Dava Kavramı ve Türleri
Dava, bir kimsenin hakkının ihlal edilmesi veya ihlal edilmesi tehlikesinin söz konusu olduğu durumda mahkemeden istenilen hukuki korumadır. Devletin hak aramanın muhatabı olmasının sebebi, ihkak-ı hak yasağıdır, yani insanların zor kullanarak hak elde etmelerinin yasak olmasıdır.
Devlet, hukuk devletinin ve Anayasanın bir gereği olarak kişilerin hak arama yollarına başvurmalarını temin etmelidir.
Davanın temel unsurları, bir uyuşmazlığın bulunması ve bu uyuşmazlığın karşılıklı hukuki menfaate sahip iki tarafının bulunmasıdır.

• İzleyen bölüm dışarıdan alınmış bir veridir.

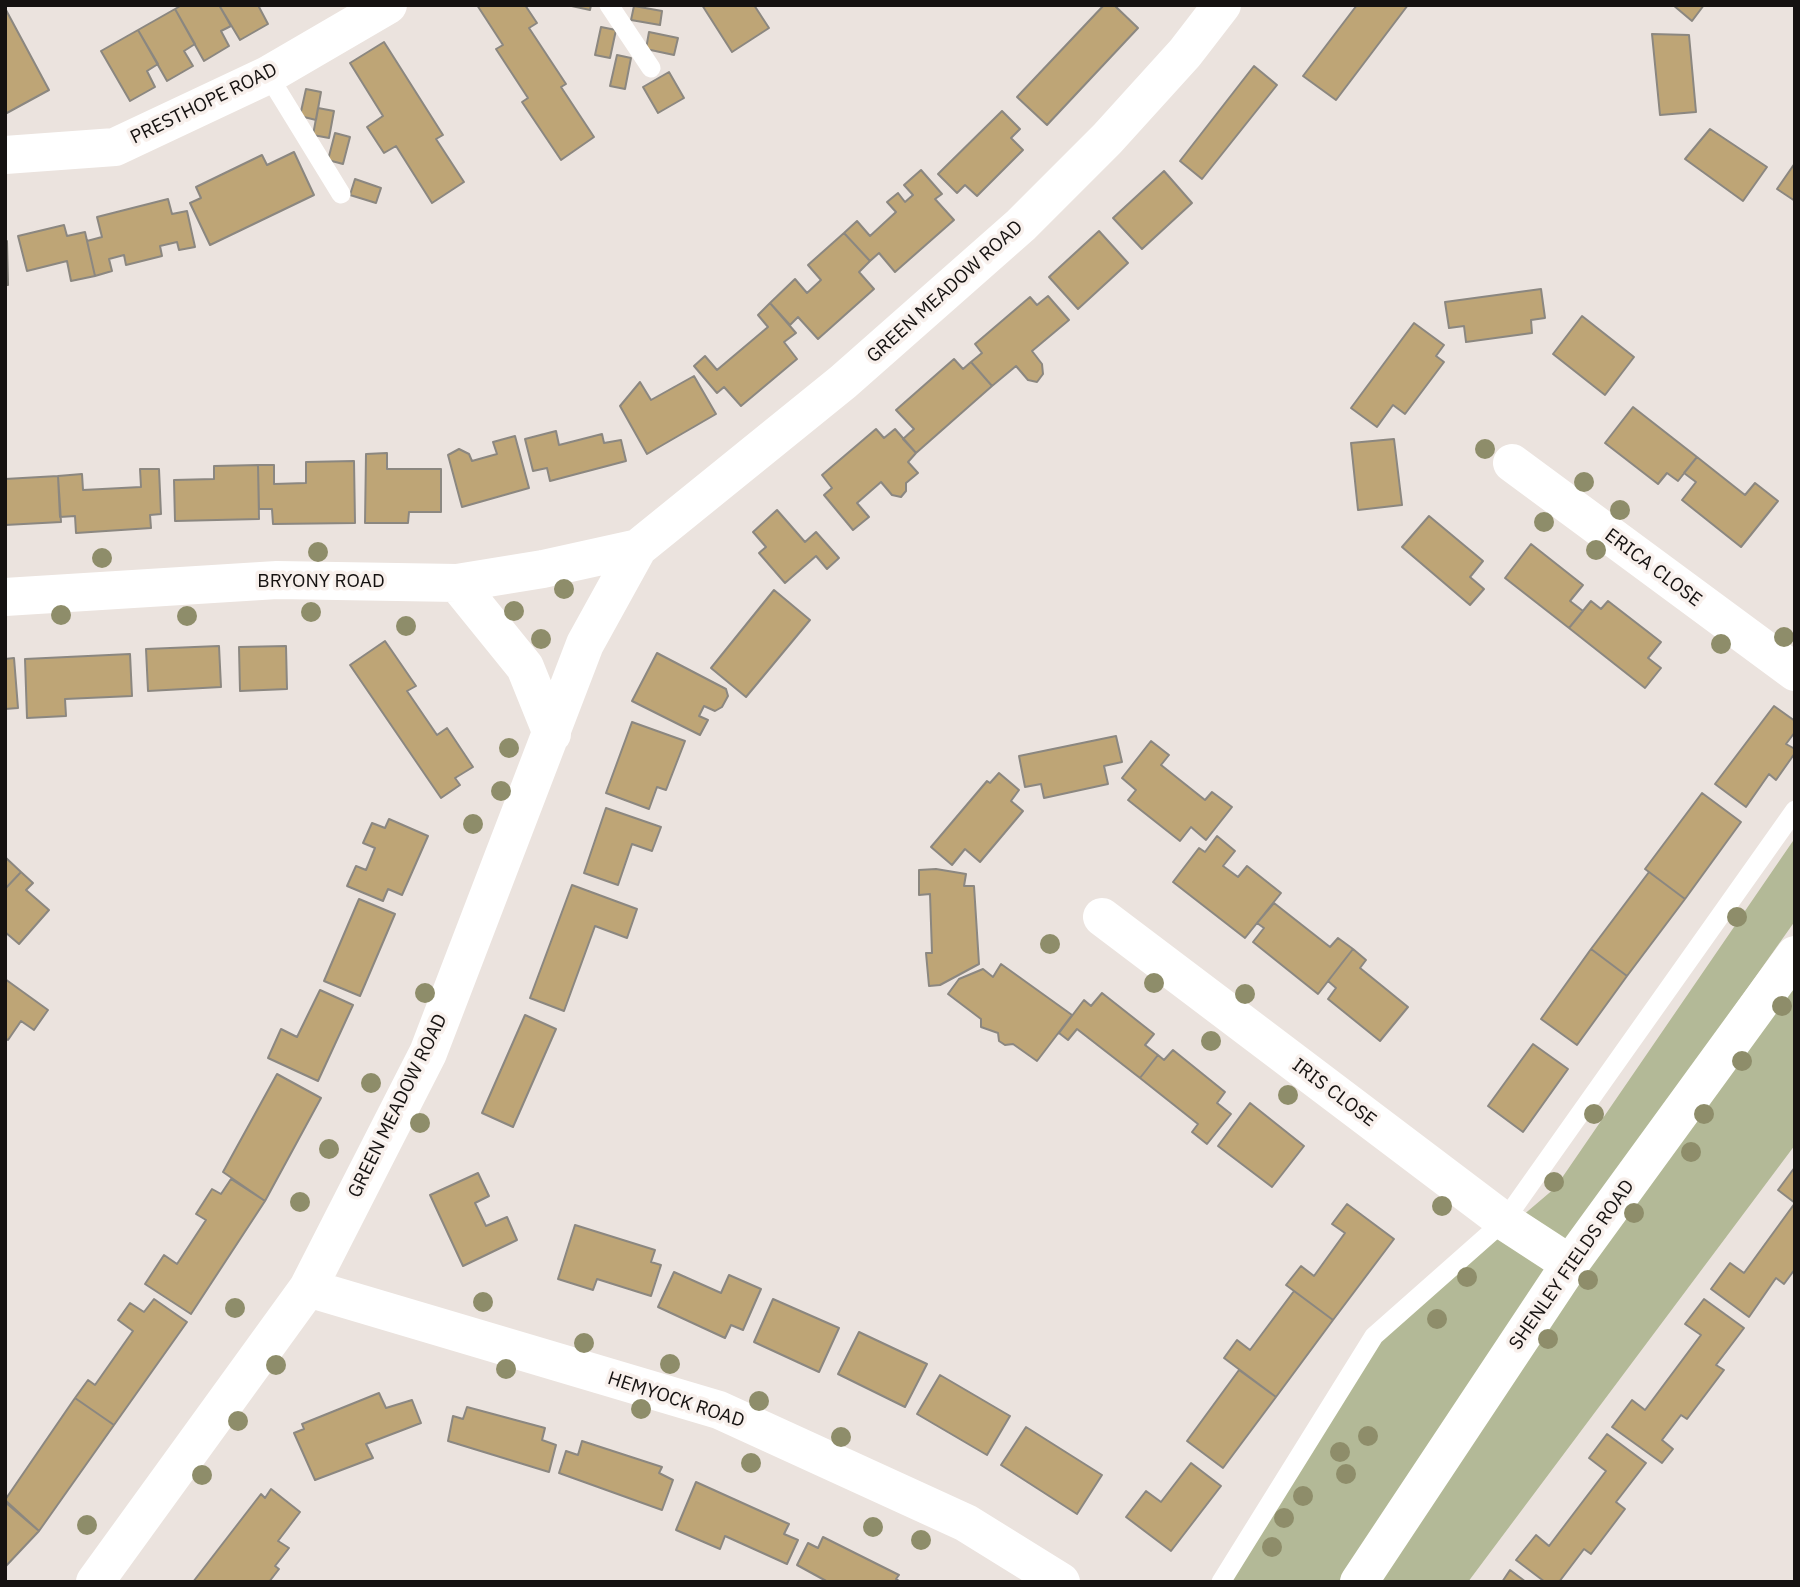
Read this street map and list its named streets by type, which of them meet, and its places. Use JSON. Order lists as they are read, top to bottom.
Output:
{
  "streets": {
    "street": [
      "PRESTHOPE ROAD",
      "GREEN MEADOW ROAD",
      "ERICA CLOSE",
      "BRYONY ROAD",
      "IRIS CLOSE",
      "SHENLEY FIELDS ROAD",
      "HEMYOCK ROAD"
    ]
  },
  "crossings": [
    ["GREEN MEADOW ROAD", "BRYONY ROAD"],
    ["GREEN MEADOW ROAD", "HEMYOCK ROAD"],
    ["IRIS CLOSE", "SHENLEY FIELDS ROAD"]
  ]
}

Davanın bir diğer ayırıcı unsuru ise, kural olarak hâkimin ancak taraf talep ettiyse harekete geçmesidir.
Bir davanın görülebilmesi için aranan şartların bir kısmı dava şartları olarak isimlendirilir. Bu şartların varlığını veya yokluğunu mahkeme kendiliğinden gözetmek durumundadır. Dava şartlarının eksik olması durumunda dava usulden reddedilecektir.
Diğer bir kısım davanın görülebilme şartları ise, ilk itiraz olarak adlandırılır. İlk itirazlar, yetki itirazı ve tahkim itirazı olmak üzere iki tanedir. İlk itirazları mahkeme kendiliğinden dikkate alamaz. Davalı taraf cevap dilekçesinde ilk itirazı ileri sürdüğü takdirde, mahkeme bu itirazı inceleyebilir.
Dava dava dilekçesiyle açılır. Davanın açıldığı tarih dilekçenin sisteme kaydedildiği tarihtir. Dava açılmakla usuli açıdan mahkeme davayı incelemek zorunda kalacaktır ve dava görülmekte iken, yani derdest iken aynı dava tekrardan açılamayacaktır.
Talep edilen hukuki korumaya göre davanın talep sonucu, davalının bir şey vermeye, yapmaya veya yapmamaya mahkum edilmesi talebi ise, açılan dava eda davasıdır. Tespit davası ise, ancak hukuki ilişkinin varlığı veya yokluğuna, bir hakkın varlığı veya yokluğuna veya bir belgenin sahte olup olmadığına ilişkin davalar olabilir.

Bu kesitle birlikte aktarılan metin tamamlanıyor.